With the help of a Leadership Loan from These Numbers Have Faces, Duma is now studying chemistry at the Cape Peninsula University of Technology.
While his college studies have him some 1,000 kilometers away from Eastern Cape, Duma is still closely connected to his home. In fact, his dream of bringing positive change there is stronger than ever.
Last year, when Duma learned about the high rate of rape and murder of women and children in his hometown, he was appalled.
According to a humanitarian news organization of the United Nations, there is an estimated 500,000 rapes committed annually in South Africa. The country also has one of the highest incidents of child rape in the world.
The facts and figures were a devastating reality to Duma.
“Every time I hear or read on the media about crimes against children and women, I just get touched and feel that this is not OK,” Duma said. “After all, we live in a country where we say we are free, but some people are not, as they fear for their lives and sexual purity.”
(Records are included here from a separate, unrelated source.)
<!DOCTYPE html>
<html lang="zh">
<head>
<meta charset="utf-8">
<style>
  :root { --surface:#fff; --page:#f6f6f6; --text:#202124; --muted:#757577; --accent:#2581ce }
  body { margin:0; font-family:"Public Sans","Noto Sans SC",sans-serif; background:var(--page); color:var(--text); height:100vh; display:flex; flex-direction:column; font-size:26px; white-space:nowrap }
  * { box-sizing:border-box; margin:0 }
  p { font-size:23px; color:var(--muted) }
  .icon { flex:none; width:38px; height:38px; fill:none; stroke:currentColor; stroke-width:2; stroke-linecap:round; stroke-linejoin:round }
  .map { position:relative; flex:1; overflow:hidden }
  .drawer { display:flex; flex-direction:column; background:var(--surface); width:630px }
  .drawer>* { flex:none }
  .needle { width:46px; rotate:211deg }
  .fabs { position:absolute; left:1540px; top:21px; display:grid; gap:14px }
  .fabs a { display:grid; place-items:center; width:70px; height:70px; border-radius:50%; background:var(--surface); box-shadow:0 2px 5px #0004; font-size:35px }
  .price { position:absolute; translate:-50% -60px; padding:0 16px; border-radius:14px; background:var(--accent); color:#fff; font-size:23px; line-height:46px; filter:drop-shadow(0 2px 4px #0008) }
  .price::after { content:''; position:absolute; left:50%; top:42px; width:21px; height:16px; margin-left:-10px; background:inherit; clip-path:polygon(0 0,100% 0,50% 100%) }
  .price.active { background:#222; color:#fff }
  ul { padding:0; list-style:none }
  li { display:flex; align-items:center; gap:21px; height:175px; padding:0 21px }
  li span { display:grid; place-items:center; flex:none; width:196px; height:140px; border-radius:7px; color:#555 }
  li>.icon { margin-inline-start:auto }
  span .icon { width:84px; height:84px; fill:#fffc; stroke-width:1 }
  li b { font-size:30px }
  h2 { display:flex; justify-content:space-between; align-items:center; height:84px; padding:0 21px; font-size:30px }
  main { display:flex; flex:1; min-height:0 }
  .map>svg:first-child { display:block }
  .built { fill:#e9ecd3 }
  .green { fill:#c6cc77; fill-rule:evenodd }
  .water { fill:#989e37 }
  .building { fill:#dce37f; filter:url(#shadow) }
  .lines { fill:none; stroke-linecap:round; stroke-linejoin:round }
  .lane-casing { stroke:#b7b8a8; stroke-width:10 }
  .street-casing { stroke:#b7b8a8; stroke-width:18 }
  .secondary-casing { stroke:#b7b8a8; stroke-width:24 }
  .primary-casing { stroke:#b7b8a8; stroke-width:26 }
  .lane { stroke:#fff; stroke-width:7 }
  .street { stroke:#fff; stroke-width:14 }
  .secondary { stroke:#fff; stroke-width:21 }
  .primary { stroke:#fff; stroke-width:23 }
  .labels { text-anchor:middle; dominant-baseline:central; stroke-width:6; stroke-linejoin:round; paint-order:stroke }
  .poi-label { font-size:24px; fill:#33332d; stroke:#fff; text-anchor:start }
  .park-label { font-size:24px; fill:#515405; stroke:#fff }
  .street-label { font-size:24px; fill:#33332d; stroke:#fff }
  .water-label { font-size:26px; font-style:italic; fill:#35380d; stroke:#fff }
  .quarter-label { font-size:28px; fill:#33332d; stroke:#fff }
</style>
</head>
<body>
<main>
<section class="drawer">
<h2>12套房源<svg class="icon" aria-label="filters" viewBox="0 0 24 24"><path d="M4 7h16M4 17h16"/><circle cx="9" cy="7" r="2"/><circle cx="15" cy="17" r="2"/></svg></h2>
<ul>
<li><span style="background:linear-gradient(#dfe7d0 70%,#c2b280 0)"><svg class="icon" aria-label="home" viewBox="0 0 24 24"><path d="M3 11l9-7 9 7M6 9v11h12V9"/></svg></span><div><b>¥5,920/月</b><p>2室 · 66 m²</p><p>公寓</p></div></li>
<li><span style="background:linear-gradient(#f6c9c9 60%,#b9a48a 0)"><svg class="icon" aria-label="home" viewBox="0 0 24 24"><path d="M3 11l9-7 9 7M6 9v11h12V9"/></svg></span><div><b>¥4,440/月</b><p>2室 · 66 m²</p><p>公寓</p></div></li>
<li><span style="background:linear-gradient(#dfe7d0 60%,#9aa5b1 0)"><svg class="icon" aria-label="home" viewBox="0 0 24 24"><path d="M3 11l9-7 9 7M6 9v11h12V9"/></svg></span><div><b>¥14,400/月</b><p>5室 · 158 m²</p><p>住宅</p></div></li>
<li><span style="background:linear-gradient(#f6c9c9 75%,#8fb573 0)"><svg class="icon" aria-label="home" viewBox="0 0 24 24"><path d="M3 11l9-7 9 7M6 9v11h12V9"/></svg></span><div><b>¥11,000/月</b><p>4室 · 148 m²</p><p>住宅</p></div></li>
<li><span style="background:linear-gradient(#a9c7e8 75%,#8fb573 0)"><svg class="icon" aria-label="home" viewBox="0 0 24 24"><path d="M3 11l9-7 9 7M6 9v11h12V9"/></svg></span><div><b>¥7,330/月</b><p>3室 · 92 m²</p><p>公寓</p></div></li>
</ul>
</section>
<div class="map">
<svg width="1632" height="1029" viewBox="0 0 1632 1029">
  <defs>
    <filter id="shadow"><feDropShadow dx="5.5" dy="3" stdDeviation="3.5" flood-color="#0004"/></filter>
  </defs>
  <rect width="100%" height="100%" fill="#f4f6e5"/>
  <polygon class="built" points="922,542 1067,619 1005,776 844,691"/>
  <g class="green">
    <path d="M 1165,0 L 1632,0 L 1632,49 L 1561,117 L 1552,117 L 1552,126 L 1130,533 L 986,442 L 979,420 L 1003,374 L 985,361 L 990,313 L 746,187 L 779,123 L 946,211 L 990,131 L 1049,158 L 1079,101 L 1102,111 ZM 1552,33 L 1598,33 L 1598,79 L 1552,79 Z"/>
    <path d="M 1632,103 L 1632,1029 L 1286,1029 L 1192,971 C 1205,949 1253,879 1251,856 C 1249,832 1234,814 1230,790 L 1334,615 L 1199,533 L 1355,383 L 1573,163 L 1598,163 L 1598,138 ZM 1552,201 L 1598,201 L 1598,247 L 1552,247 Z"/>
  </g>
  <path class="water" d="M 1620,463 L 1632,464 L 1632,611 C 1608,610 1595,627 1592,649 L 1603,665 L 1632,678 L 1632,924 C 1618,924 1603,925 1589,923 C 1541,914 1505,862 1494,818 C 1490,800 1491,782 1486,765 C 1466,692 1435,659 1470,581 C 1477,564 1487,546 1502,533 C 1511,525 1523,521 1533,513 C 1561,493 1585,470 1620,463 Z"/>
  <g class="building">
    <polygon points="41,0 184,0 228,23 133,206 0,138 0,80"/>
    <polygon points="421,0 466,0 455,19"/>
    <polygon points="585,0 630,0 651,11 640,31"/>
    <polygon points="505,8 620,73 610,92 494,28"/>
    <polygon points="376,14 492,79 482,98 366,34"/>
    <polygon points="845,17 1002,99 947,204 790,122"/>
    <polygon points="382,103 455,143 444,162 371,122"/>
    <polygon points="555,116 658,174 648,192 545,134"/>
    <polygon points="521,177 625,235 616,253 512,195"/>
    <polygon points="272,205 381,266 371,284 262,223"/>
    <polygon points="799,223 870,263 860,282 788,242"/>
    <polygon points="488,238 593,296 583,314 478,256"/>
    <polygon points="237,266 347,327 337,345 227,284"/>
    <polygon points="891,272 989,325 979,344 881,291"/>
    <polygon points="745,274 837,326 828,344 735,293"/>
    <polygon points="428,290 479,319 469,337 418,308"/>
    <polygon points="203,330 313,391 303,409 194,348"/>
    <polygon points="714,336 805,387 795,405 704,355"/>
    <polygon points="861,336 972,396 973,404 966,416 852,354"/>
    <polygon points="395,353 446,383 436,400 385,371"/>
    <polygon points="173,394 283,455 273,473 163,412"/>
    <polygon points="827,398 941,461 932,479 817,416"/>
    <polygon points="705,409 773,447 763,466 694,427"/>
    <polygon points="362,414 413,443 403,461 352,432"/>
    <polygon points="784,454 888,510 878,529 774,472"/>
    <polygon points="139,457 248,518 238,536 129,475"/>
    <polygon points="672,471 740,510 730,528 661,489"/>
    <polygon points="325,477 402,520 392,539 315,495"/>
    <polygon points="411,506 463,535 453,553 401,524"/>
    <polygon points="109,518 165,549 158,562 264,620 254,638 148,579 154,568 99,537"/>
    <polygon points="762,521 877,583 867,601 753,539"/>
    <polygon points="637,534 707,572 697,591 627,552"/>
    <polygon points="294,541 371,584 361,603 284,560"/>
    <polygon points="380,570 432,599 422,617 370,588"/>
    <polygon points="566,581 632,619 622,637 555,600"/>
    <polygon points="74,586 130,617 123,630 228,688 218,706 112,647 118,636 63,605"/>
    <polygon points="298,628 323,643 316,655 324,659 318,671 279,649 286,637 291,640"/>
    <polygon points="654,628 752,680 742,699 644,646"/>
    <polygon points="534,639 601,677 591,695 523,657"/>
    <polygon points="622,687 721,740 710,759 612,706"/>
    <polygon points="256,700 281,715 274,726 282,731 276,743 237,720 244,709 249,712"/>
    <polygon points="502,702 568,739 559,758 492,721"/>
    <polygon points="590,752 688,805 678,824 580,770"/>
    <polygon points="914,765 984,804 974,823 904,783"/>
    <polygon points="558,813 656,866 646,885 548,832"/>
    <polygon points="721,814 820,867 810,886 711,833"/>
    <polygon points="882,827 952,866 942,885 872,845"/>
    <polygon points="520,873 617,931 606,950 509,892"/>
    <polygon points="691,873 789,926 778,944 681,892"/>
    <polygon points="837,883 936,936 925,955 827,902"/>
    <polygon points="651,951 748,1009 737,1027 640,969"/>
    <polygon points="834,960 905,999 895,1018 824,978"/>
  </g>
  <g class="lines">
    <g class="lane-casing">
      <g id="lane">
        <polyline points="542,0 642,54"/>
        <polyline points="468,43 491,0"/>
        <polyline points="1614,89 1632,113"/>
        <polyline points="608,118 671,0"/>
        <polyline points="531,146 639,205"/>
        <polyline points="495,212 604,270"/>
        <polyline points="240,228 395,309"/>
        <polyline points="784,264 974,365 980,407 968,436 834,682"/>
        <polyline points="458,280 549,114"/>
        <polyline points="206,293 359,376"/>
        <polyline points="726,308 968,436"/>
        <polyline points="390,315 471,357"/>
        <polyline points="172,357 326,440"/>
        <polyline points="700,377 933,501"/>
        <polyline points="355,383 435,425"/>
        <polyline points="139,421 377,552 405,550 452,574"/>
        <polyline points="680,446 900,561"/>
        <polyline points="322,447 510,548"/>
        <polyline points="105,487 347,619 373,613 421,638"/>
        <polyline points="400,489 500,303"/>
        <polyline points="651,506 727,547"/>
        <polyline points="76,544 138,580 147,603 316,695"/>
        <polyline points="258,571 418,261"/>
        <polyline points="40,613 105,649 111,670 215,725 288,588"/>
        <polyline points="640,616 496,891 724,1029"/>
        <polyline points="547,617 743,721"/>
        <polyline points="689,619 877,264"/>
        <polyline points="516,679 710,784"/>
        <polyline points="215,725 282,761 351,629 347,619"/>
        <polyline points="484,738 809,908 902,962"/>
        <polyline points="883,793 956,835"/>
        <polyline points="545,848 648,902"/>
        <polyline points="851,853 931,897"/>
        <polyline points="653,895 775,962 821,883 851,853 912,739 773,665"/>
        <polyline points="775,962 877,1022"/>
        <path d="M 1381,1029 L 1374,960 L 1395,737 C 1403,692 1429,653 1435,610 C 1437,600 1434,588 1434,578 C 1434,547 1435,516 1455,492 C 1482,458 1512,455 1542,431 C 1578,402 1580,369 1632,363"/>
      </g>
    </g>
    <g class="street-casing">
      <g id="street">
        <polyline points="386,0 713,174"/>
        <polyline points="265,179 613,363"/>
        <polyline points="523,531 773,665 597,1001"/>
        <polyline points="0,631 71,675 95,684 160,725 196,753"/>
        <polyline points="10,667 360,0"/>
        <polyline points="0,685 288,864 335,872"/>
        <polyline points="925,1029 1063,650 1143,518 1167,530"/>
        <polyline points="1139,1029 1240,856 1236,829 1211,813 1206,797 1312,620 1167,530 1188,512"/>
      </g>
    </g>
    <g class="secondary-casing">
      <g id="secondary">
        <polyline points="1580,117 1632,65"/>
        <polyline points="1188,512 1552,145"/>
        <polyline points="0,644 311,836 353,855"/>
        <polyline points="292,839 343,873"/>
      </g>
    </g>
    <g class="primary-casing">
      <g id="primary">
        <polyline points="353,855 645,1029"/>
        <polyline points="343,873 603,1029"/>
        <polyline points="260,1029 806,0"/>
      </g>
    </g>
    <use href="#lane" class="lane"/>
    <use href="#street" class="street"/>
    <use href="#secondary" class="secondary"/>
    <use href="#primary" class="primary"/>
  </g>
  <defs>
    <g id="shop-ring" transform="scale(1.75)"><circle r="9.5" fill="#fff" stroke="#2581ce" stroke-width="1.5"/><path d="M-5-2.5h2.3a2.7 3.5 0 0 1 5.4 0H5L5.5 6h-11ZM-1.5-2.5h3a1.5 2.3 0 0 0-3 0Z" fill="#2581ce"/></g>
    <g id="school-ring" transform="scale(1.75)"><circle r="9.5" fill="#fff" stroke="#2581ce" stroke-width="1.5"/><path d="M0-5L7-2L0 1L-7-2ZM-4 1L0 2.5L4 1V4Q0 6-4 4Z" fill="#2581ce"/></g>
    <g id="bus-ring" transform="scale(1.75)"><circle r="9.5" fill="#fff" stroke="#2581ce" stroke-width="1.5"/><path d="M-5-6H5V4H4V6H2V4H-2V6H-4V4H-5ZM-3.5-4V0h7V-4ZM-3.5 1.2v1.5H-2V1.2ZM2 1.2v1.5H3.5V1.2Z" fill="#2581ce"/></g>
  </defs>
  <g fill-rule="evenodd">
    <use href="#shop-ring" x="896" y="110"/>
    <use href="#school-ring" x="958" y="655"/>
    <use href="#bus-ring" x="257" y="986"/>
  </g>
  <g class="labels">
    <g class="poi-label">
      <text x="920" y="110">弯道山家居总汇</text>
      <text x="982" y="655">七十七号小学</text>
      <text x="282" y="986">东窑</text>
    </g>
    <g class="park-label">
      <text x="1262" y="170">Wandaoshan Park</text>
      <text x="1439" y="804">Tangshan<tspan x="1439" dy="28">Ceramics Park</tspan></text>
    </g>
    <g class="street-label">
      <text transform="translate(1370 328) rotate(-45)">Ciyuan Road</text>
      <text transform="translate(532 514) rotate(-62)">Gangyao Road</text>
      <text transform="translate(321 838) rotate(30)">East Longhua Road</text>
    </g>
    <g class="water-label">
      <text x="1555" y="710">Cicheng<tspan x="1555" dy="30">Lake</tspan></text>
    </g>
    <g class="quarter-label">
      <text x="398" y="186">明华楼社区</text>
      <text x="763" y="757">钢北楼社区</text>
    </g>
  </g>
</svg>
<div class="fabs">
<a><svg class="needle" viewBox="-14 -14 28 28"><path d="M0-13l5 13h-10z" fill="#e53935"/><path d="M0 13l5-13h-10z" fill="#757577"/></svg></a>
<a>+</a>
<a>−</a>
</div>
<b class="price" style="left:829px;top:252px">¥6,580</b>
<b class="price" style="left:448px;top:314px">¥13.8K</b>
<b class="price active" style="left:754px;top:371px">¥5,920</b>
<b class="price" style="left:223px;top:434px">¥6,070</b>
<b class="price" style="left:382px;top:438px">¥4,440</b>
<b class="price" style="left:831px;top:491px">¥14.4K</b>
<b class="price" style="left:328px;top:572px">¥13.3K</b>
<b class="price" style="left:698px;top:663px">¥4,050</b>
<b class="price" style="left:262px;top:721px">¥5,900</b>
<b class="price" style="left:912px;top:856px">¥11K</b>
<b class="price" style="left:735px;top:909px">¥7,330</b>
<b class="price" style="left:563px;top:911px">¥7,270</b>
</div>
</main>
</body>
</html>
As a brother to two younger sisters, as a son and grandson to women who had sacrificed so much to raise him, Duma refused to let the statistics go unchanged. He was determined to do something about it.
Despite the distance and the long hours required of his studies, Duma conceived the idea of a protest march in his hometown, Sterkspruit. More than a demonstration by the community, Duma wanted the event to be an opportunity for men to stand against the crimes committed against women.
With support from his friends in Sterkspruit, Duma wrote to the Department of Social Development and contacted local law enforcement to obtain permission for the march.
Some days it seemed as if the march was a distant dream, too much for a college student and his friends to carry out. But Duma persisted, determined to fulfill his promise, to be a man of his word.
On the day of the march, a bright September morning, Duma and other men from his community walked through town, holding a banner that read, “Stop Women and Child Abuse.”
Together, they demanded mercy and morals.
Together, they challenged men to serve as protectors.
Together, they called for change.
At the end of the march Duma handed the police station commander a memorandum he drafted. A journalist was close by to capture his words on live radio.
In his message, Duma stated,
“As men of Sterkspruit at large […] we need to change our behavior […] this march is not a complaint to the civil servants or any governmental department, but a call to us to restore our dignity. Let us bring back ubuntu in us.”
Ubuntu is a sacred word in South Africa meaning compassion and humanity, a word that Duma believes can change his community. We believe so, too.
Duma plans for the march to be an annual event until the abuse of women and children in his community has been eradicated.
“I want to have another one next year because I want this to sink in people’s minds that we need to have peace with one another and morals as men,” Duma said. “Even Rome wasn’t built in a day. It took Nelson Mandela and other heroes years of fighting for this freedom we are enjoying today.”
Duma serves as a role model in his community and we feel so fortunate to know him as a These Numbers Have Faces scholar.